__Your instructions__
Give the records again exactly, with every character kept.

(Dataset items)
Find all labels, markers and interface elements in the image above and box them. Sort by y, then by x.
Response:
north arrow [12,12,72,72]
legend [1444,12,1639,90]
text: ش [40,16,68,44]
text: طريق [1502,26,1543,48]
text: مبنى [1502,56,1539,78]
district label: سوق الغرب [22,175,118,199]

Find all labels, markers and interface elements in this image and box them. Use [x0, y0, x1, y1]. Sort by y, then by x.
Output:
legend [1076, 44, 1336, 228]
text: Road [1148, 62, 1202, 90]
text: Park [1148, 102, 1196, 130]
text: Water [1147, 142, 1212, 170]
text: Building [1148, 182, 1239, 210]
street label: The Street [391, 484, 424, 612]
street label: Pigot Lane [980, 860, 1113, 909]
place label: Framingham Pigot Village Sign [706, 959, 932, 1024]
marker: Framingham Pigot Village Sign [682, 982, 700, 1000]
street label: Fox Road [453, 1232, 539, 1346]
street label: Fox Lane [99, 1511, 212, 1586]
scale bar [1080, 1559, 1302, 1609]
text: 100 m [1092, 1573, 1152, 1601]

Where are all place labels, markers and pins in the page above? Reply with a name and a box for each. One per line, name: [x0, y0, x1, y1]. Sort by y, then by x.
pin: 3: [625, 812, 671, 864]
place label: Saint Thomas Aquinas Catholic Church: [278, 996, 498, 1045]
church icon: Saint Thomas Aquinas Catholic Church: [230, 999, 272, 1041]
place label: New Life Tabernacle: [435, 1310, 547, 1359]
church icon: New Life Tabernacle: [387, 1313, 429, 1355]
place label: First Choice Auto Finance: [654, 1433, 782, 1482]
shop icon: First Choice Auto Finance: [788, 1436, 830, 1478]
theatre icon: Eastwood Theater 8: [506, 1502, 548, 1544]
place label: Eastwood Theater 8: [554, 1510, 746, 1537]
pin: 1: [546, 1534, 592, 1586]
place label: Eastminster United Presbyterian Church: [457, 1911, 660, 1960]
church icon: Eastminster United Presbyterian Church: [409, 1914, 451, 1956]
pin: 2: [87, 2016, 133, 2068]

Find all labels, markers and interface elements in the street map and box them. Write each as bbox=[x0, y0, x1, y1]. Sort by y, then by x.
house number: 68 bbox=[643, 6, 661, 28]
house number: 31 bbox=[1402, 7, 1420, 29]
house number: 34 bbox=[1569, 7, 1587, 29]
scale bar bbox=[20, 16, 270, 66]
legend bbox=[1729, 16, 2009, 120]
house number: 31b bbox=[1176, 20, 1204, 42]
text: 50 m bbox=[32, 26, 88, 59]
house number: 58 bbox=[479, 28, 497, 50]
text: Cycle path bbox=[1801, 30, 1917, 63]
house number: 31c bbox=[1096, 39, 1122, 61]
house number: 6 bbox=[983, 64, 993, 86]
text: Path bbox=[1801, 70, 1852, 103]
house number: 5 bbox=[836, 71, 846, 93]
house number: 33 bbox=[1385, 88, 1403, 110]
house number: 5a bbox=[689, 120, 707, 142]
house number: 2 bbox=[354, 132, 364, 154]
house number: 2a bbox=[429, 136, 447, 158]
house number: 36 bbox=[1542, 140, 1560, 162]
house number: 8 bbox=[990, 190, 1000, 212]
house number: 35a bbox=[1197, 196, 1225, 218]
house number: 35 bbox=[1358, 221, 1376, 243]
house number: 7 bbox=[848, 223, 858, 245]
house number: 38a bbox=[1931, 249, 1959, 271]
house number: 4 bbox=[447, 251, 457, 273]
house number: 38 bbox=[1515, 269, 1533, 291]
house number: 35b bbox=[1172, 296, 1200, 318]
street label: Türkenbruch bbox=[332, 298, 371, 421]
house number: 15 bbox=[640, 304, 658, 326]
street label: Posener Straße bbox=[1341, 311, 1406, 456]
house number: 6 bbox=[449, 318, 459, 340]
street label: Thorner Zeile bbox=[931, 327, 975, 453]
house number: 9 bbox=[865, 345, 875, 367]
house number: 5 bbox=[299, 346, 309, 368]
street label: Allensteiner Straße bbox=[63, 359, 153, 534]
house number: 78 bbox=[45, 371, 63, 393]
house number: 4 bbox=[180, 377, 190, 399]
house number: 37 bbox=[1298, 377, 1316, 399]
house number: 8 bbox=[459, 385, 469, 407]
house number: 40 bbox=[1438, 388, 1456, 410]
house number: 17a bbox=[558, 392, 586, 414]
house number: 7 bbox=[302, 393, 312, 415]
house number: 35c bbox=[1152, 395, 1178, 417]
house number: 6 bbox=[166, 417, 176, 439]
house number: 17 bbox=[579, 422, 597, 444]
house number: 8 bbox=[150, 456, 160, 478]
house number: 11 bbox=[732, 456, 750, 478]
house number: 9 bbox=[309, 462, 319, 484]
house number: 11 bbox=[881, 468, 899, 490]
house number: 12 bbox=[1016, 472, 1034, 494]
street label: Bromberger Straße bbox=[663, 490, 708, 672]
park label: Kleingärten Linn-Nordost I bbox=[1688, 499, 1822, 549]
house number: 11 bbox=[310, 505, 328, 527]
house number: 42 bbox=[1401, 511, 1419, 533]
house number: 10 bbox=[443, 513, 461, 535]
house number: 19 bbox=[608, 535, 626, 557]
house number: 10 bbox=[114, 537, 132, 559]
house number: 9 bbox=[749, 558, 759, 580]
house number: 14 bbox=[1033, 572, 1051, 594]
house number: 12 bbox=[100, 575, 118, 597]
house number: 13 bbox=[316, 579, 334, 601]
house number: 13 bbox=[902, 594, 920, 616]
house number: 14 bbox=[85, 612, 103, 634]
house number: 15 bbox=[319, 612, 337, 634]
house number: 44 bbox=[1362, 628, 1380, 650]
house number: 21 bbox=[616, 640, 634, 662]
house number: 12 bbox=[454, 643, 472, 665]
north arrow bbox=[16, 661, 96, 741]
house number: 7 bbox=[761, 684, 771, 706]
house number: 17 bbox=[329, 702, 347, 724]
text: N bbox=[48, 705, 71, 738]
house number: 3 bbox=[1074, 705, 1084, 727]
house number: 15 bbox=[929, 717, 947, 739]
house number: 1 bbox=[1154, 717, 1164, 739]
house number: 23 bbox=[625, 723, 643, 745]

__Solution__
Find all labels, markers and interface elements in the image above and box them. Sort by y, then by x.
Response:
north arrow [12,12,72,72]
legend [1444,12,1639,90]
text: ش [40,16,68,44]
text: طريق [1502,26,1543,48]
text: مبنى [1502,56,1539,78]
district label: سوق الغرب [22,175,118,199]

Find all labels, markers and interface elements in this image and box them. Use [x0, y0, x1, y1]. Sort by y, then by x.
Output:
legend [1076, 44, 1336, 228]
text: Road [1148, 62, 1202, 90]
text: Park [1148, 102, 1196, 130]
text: Water [1147, 142, 1212, 170]
text: Building [1148, 182, 1239, 210]
street label: The Street [391, 484, 424, 612]
street label: Pigot Lane [980, 860, 1113, 909]
place label: Framingham Pigot Village Sign [706, 959, 932, 1024]
marker: Framingham Pigot Village Sign [682, 982, 700, 1000]
street label: Fox Road [453, 1232, 539, 1346]
street label: Fox Lane [99, 1511, 212, 1586]
scale bar [1080, 1559, 1302, 1609]
text: 100 m [1092, 1573, 1152, 1601]

Where are all place labels, markers and pins in the page above? Reply with a name and a box for each. One per line, name: [x0, y0, x1, y1]. Sort by y, then by x.
pin: 3: [625, 812, 671, 864]
place label: Saint Thomas Aquinas Catholic Church: [278, 996, 498, 1045]
church icon: Saint Thomas Aquinas Catholic Church: [230, 999, 272, 1041]
place label: New Life Tabernacle: [435, 1310, 547, 1359]
church icon: New Life Tabernacle: [387, 1313, 429, 1355]
place label: First Choice Auto Finance: [654, 1433, 782, 1482]
shop icon: First Choice Auto Finance: [788, 1436, 830, 1478]
theatre icon: Eastwood Theater 8: [506, 1502, 548, 1544]
place label: Eastwood Theater 8: [554, 1510, 746, 1537]
pin: 1: [546, 1534, 592, 1586]
place label: Eastminster United Presbyterian Church: [457, 1911, 660, 1960]
church icon: Eastminster United Presbyterian Church: [409, 1914, 451, 1956]
pin: 2: [87, 2016, 133, 2068]

Find all labels, markers and interface elements in the street map and box them. Write each as bbox=[x0, y0, x1, y1]. Sort by y, then by x.
house number: 68 bbox=[643, 6, 661, 28]
house number: 31 bbox=[1402, 7, 1420, 29]
house number: 34 bbox=[1569, 7, 1587, 29]
scale bar bbox=[20, 16, 270, 66]
legend bbox=[1729, 16, 2009, 120]
house number: 31b bbox=[1176, 20, 1204, 42]
text: 50 m bbox=[32, 26, 88, 59]
house number: 58 bbox=[479, 28, 497, 50]
text: Cycle path bbox=[1801, 30, 1917, 63]
house number: 31c bbox=[1096, 39, 1122, 61]
house number: 6 bbox=[983, 64, 993, 86]
text: Path bbox=[1801, 70, 1852, 103]
house number: 5 bbox=[836, 71, 846, 93]
house number: 33 bbox=[1385, 88, 1403, 110]
house number: 5a bbox=[689, 120, 707, 142]
house number: 2 bbox=[354, 132, 364, 154]
house number: 2a bbox=[429, 136, 447, 158]
house number: 36 bbox=[1542, 140, 1560, 162]
house number: 8 bbox=[990, 190, 1000, 212]
house number: 35a bbox=[1197, 196, 1225, 218]
house number: 35 bbox=[1358, 221, 1376, 243]
house number: 7 bbox=[848, 223, 858, 245]
house number: 38a bbox=[1931, 249, 1959, 271]
house number: 4 bbox=[447, 251, 457, 273]
house number: 38 bbox=[1515, 269, 1533, 291]
house number: 35b bbox=[1172, 296, 1200, 318]
street label: Türkenbruch bbox=[332, 298, 371, 421]
house number: 15 bbox=[640, 304, 658, 326]
street label: Posener Straße bbox=[1341, 311, 1406, 456]
house number: 6 bbox=[449, 318, 459, 340]
street label: Thorner Zeile bbox=[931, 327, 975, 453]
house number: 9 bbox=[865, 345, 875, 367]
house number: 5 bbox=[299, 346, 309, 368]
street label: Allensteiner Straße bbox=[63, 359, 153, 534]
house number: 78 bbox=[45, 371, 63, 393]
house number: 4 bbox=[180, 377, 190, 399]
house number: 37 bbox=[1298, 377, 1316, 399]
house number: 8 bbox=[459, 385, 469, 407]
house number: 40 bbox=[1438, 388, 1456, 410]
house number: 17a bbox=[558, 392, 586, 414]
house number: 7 bbox=[302, 393, 312, 415]
house number: 35c bbox=[1152, 395, 1178, 417]
house number: 6 bbox=[166, 417, 176, 439]
house number: 17 bbox=[579, 422, 597, 444]
house number: 8 bbox=[150, 456, 160, 478]
house number: 11 bbox=[732, 456, 750, 478]
house number: 9 bbox=[309, 462, 319, 484]
house number: 11 bbox=[881, 468, 899, 490]
house number: 12 bbox=[1016, 472, 1034, 494]
street label: Bromberger Straße bbox=[663, 490, 708, 672]
park label: Kleingärten Linn-Nordost I bbox=[1688, 499, 1822, 549]
house number: 11 bbox=[310, 505, 328, 527]
house number: 42 bbox=[1401, 511, 1419, 533]
house number: 10 bbox=[443, 513, 461, 535]
house number: 19 bbox=[608, 535, 626, 557]
house number: 10 bbox=[114, 537, 132, 559]
house number: 9 bbox=[749, 558, 759, 580]
house number: 14 bbox=[1033, 572, 1051, 594]
house number: 12 bbox=[100, 575, 118, 597]
house number: 13 bbox=[316, 579, 334, 601]
house number: 13 bbox=[902, 594, 920, 616]
house number: 14 bbox=[85, 612, 103, 634]
house number: 15 bbox=[319, 612, 337, 634]
house number: 44 bbox=[1362, 628, 1380, 650]
house number: 21 bbox=[616, 640, 634, 662]
house number: 12 bbox=[454, 643, 472, 665]
north arrow bbox=[16, 661, 96, 741]
house number: 7 bbox=[761, 684, 771, 706]
house number: 17 bbox=[329, 702, 347, 724]
text: N bbox=[48, 705, 71, 738]
house number: 3 bbox=[1074, 705, 1084, 727]
house number: 15 bbox=[929, 717, 947, 739]
house number: 1 bbox=[1154, 717, 1164, 739]
house number: 23 bbox=[625, 723, 643, 745]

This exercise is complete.